> [Required action] Your task is to copy each line in the listing that includes the word "radius".

===

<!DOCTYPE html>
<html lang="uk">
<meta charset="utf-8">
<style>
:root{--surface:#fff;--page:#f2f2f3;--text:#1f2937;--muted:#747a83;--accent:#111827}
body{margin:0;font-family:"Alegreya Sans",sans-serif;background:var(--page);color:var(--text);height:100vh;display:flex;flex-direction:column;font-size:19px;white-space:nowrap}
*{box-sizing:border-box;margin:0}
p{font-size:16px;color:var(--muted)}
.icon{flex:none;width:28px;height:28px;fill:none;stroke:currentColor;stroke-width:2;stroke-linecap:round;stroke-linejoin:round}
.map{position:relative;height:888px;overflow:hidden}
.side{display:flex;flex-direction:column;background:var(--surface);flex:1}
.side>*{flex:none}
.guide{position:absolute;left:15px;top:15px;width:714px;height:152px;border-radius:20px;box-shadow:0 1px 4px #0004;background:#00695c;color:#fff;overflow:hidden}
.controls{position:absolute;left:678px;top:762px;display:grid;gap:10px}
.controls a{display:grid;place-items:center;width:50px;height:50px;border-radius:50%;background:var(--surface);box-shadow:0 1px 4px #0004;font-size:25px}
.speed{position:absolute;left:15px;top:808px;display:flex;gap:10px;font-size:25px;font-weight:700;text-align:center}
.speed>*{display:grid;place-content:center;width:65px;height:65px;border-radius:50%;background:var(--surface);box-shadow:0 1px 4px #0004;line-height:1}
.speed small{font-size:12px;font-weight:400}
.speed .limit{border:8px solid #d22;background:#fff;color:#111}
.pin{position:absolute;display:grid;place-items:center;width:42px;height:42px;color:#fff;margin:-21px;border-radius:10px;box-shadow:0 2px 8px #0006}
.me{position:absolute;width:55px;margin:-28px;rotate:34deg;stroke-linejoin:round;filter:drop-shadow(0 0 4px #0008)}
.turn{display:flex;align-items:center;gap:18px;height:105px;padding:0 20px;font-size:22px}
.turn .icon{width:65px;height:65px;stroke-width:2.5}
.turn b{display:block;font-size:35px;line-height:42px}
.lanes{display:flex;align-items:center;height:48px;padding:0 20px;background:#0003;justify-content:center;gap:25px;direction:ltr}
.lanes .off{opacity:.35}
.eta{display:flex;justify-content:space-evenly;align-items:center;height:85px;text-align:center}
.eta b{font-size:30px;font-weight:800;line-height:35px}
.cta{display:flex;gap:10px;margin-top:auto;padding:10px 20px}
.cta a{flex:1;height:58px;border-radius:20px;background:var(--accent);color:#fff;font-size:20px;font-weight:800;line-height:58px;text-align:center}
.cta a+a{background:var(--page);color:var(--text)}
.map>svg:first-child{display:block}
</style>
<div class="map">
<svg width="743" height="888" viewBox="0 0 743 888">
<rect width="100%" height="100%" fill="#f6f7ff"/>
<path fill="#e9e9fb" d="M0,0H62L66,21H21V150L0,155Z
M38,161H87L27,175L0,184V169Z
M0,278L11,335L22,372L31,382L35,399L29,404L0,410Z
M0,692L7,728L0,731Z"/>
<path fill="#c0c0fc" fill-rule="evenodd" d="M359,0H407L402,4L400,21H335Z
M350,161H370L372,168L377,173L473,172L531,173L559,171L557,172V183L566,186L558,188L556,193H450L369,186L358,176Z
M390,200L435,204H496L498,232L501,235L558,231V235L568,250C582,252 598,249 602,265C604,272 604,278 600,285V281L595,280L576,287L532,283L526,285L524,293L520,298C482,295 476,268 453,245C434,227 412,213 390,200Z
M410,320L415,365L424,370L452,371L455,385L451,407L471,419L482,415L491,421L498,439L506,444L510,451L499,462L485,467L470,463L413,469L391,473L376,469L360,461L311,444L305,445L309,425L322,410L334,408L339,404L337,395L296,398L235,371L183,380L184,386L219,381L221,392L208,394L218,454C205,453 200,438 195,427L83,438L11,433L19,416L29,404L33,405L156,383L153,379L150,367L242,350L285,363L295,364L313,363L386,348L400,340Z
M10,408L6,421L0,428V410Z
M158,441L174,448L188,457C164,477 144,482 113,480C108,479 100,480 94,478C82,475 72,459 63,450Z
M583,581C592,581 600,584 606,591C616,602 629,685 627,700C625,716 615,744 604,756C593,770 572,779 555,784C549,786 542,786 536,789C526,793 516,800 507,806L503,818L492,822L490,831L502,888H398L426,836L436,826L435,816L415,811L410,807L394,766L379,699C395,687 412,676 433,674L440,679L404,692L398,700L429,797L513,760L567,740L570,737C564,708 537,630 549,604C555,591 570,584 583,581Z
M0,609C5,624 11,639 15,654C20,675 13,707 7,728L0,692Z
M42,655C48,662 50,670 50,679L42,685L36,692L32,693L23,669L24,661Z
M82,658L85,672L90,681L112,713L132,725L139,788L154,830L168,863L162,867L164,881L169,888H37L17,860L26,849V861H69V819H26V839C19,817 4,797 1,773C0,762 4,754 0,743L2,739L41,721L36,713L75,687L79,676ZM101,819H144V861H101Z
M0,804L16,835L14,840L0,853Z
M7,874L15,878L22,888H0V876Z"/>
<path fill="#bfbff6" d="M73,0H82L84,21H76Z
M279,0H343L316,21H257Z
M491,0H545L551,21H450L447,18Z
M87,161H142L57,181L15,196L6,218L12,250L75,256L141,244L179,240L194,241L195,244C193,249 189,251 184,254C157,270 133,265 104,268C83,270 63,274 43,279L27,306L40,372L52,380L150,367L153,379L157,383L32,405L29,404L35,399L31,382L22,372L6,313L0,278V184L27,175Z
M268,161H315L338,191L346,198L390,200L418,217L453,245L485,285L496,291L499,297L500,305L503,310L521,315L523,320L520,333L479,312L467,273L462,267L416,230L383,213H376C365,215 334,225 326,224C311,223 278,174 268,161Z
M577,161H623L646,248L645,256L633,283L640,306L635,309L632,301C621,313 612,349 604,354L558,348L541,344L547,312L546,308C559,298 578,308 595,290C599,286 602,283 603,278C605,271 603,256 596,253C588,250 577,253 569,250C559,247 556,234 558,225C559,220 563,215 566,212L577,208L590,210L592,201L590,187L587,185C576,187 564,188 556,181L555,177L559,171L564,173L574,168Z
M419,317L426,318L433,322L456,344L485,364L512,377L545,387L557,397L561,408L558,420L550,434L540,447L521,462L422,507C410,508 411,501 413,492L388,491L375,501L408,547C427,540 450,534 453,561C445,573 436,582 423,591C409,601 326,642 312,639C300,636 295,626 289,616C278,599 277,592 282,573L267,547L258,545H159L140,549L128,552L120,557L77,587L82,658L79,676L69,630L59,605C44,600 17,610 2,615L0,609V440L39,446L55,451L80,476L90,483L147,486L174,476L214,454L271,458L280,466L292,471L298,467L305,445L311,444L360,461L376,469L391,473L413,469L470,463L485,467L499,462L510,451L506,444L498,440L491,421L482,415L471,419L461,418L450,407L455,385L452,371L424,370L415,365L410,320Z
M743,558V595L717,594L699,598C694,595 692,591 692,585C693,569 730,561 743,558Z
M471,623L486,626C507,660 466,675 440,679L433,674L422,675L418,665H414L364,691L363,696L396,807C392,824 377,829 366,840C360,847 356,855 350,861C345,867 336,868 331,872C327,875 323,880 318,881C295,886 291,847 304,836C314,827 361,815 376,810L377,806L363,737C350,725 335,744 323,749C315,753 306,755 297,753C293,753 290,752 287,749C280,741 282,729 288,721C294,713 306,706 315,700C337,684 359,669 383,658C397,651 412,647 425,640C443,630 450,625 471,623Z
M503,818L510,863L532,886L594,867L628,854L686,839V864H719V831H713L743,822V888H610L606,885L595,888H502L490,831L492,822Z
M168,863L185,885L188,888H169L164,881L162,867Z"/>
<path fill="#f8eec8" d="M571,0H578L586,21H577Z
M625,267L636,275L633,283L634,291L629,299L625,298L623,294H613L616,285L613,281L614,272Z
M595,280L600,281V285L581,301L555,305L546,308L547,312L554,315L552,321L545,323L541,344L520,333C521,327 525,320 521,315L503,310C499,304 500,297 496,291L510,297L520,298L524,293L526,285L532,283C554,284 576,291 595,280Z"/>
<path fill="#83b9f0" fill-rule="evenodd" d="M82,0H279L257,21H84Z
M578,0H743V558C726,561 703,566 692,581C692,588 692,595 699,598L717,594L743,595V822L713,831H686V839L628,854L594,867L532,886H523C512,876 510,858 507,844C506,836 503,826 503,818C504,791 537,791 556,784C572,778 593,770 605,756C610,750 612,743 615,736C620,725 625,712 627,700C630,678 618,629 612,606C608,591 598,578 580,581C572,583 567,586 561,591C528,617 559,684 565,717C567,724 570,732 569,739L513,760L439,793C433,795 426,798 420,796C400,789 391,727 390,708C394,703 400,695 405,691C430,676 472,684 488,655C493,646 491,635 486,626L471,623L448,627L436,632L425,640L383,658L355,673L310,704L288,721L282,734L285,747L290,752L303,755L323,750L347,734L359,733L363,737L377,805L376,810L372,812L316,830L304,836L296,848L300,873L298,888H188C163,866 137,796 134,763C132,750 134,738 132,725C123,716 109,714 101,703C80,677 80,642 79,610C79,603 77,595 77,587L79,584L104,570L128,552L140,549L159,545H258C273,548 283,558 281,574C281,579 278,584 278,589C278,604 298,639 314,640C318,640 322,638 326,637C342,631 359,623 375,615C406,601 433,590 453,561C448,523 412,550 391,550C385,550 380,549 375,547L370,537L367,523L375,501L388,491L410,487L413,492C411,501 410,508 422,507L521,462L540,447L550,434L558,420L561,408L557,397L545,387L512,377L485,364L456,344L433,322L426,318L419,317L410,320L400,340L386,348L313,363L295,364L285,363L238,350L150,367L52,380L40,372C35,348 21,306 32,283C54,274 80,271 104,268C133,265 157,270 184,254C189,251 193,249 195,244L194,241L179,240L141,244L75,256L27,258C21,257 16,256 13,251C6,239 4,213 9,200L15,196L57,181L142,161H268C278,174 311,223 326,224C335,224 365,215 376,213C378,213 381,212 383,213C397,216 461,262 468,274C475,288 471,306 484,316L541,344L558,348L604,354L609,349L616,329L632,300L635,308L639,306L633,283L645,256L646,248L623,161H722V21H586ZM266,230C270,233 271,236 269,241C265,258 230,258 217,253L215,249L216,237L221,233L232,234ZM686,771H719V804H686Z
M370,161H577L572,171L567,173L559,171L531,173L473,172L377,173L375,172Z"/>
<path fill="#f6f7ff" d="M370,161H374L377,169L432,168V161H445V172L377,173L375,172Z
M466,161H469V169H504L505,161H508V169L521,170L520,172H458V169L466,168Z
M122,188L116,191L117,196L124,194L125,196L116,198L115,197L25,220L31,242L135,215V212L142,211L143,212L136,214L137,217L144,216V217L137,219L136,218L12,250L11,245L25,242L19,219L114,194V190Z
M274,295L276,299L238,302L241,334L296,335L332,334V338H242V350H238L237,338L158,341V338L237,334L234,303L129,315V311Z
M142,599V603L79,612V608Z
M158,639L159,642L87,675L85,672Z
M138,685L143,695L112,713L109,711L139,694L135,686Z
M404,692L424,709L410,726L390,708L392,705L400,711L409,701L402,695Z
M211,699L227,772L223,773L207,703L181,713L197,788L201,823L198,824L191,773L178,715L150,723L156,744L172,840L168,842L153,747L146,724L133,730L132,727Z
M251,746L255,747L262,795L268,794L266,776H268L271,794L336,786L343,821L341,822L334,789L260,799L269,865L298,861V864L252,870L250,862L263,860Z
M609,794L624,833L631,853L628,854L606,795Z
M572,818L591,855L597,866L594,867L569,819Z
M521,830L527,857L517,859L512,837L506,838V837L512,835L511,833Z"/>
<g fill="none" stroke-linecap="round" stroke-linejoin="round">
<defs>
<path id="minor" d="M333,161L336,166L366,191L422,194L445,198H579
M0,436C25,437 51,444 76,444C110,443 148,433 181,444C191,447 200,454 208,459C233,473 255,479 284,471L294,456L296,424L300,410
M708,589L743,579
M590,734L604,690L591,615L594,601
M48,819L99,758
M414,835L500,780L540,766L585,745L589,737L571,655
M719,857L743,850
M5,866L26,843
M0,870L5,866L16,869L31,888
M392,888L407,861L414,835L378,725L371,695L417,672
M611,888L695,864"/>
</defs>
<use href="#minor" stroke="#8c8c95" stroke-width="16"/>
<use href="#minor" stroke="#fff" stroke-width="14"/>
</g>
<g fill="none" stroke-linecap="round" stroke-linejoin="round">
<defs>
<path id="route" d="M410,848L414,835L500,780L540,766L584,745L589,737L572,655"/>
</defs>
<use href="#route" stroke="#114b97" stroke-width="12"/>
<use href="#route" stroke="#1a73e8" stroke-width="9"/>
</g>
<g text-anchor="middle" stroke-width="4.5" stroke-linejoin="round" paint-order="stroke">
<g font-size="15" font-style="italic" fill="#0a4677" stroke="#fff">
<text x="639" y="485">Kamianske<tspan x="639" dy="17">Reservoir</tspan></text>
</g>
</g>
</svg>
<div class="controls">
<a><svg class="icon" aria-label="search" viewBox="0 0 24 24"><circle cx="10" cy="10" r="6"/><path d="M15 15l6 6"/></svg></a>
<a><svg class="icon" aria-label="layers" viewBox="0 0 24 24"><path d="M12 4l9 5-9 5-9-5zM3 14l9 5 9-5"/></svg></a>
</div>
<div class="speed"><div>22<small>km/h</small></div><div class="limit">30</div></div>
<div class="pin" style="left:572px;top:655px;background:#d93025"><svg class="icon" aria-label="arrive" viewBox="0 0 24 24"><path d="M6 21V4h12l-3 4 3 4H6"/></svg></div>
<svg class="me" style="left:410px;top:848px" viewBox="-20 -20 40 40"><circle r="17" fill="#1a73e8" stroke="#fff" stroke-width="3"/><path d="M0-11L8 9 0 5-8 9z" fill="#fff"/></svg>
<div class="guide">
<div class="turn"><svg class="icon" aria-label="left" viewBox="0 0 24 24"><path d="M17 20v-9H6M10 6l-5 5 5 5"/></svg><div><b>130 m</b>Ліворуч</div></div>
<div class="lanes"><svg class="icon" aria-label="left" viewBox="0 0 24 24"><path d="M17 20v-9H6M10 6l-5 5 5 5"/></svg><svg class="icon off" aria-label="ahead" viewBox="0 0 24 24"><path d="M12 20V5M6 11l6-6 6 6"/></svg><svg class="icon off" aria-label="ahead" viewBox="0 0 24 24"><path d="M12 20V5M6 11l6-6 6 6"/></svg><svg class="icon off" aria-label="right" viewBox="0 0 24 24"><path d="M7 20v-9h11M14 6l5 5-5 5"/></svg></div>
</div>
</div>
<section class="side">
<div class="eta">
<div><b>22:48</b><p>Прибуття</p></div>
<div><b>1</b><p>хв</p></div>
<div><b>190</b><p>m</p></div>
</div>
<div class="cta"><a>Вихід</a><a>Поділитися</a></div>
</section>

===

> [Worked solution]
.guide{position:absolute;left:15px;top:15px;width:714px;height:152px;border-radius:20px;box-shadow:0 1px 4px #0004;background:#00695c;color:#fff;overflow:hidden}
.controls a{display:grid;place-items:center;width:50px;height:50px;border-radius:50%;background:var(--surface);box-shadow:0 1px 4px #0004;font-size:25px}
.speed>*{display:grid;place-content:center;width:65px;height:65px;border-radius:50%;background:var(--surface);box-shadow:0 1px 4px #0004;line-height:1}
.pin{position:absolute;display:grid;place-items:center;width:42px;height:42px;color:#fff;margin:-21px;border-radius:10px;box-shadow:0 2px 8px #0006}
.cta a{flex:1;height:58px;border-radius:20px;background:var(--accent);color:#fff;font-size:20px;font-weight:800;line-height:58px;text-align:center}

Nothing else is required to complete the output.